Each year I grow it I find something new to do with it - not just the roots, but the leaves and seed tops too. With its sweet, earthy flavour, it makes a great alternative to potatoes, with less bulk, and the added bonus of that amazing colour livening up the plate.
As if I needed another reason to love it, beetroot is very easy to grow. Provided you get the spacing right and keep them well watered, you should have no trouble getting a good crop. Sow once in early spring and again in late spring for a supply of beetroot throughout the season. You can either wait until the soil temperature reaches at least 7.5°C/45.5ºF) or, if you are as impatient for beetroot as I am, you can sow under fleece. Just 3-4 days of insulation should be enough to get it going. Beetroot should be sown direct and then thinned to the correct spacing - about 8-10 cm/3-4 inches between the plants.
I like to start harvesting them once they get to the size of a golf ball. They are fresher and taste sweeter, by this stage I really can't wait any longer to get a beetroot on to my plate. Picking them small is also another good way of thinning the crop.
Beet leaves are wonderful too and will give a real lift to a simple salad. You can leave beetroot in the ground over the winter and it will continue to produce new leaves.
2. Globe Artichokes
This noble-looking architectural plant brings drama and style to the garden, will grow well and look beautiful in pots too. I grow opium poppies with my artichokes, and the combination of the silky petals with the silvery, spiky foliage is stunning and adds interest to the vegetable plot in late spring.
Of course, I do not grow artichokes for their good looks alone. Cut small and young, as the scales begin to open and before the choke starts to develop, the buds make a perfect starter. The young stems can be eaten too, just as you would with cardoons.
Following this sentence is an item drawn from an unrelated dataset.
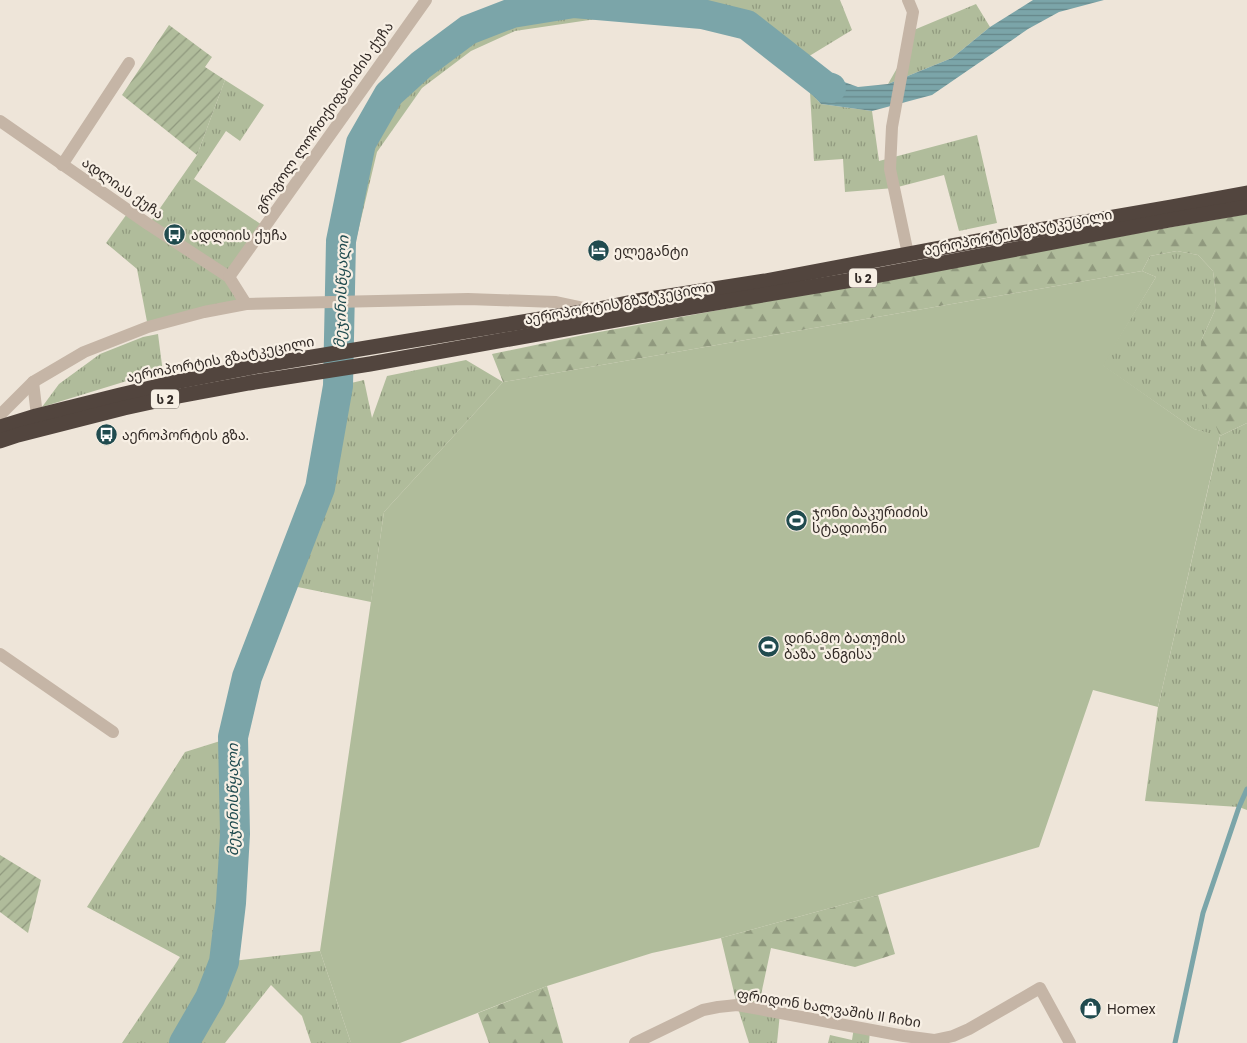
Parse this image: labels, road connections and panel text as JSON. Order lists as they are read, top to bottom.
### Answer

I inherited the plants at Great Dixter, but if you are starting from scratch, the best thing to do is ask someone who grows them to let you have some slips in the spring. The plants should be dug up and split every two or three years anyway to keep them fresh and encourage them to carry on producing buds.
Splitting should be done as the soil starts to warm up, when the plants are developing new roots. Lift the whole thing, and look for the growth points around the edge. Using a sharp knife, cut off small sections with about three leaves and a healthy section of white root.
Plant the slips in late spring, 90 cm/3ft apart, with 90 cm/3ft between each row. The new slips will fruit the same year, but not until later in the season.
As artichoke plants look so robust, it is tempting to neglect them, but they will need watering well throughout the summer to keep the buds moist and good to eat and the foliage looking perky. In the autumn, I mulch them with a layer of compost a few centimetres deep to protect the roots from the worst of the winter weather.
Pumpkins are fast becoming one of my favourite vegetables to grow. With their dramatic foliage and great yellow trumpet blossoms, they are so exciting to look at, and you never know quite how the pumpkins themselves will turn out, nor how big they will grow, which adds a frisson to the whole venture. They are also quite forgiving, provided you start with good soil.
We are very lucky at Great Dixter to be able to grow our pumpkins on large compost heaps. They do look wonderful as they start to spill down the sides and on to the grass, and even up and over the hedge and into the garden itself.
We seem to get the best results from sowing the seed in 12.5-cm/5-inch pots in early spring and keeping them under glass, so the plants are good and strong by the time they are planted out. Again, you must wait until the nights have warmed up.
The young plants will need plenty of space - allow 90 cm/3 ft between them - and plenty of water to get them settled in. The other essential is organic slug pellets: the compost heaps are like a luxury hotel for slugs and if you are not on your guard, they will thank you politely for serving them such a gourmet dinner and tuck in.
If you are not lucky enough to have compost heaps to grow your pumpkins, you will need a good rich soil. Start planning the previous winter, and dig plenty of really well rotted horse muck or mushroom compost into the area where you plan to put your pumpkins.
Wherever your pumpkins are growing, leave them outside as long as possible to toughen up - although you will need to keep an eye out for rats as winter approaches, and you must bring them in before the first frost. When you harvest them, leave the stalks on for as long as you can as this is where the rot will begin. I must admit I find it quite difficult to eat my pumpkins as they are so beautiful. This is also the reason why I store them on the windowsill, but any cool, dry place will do.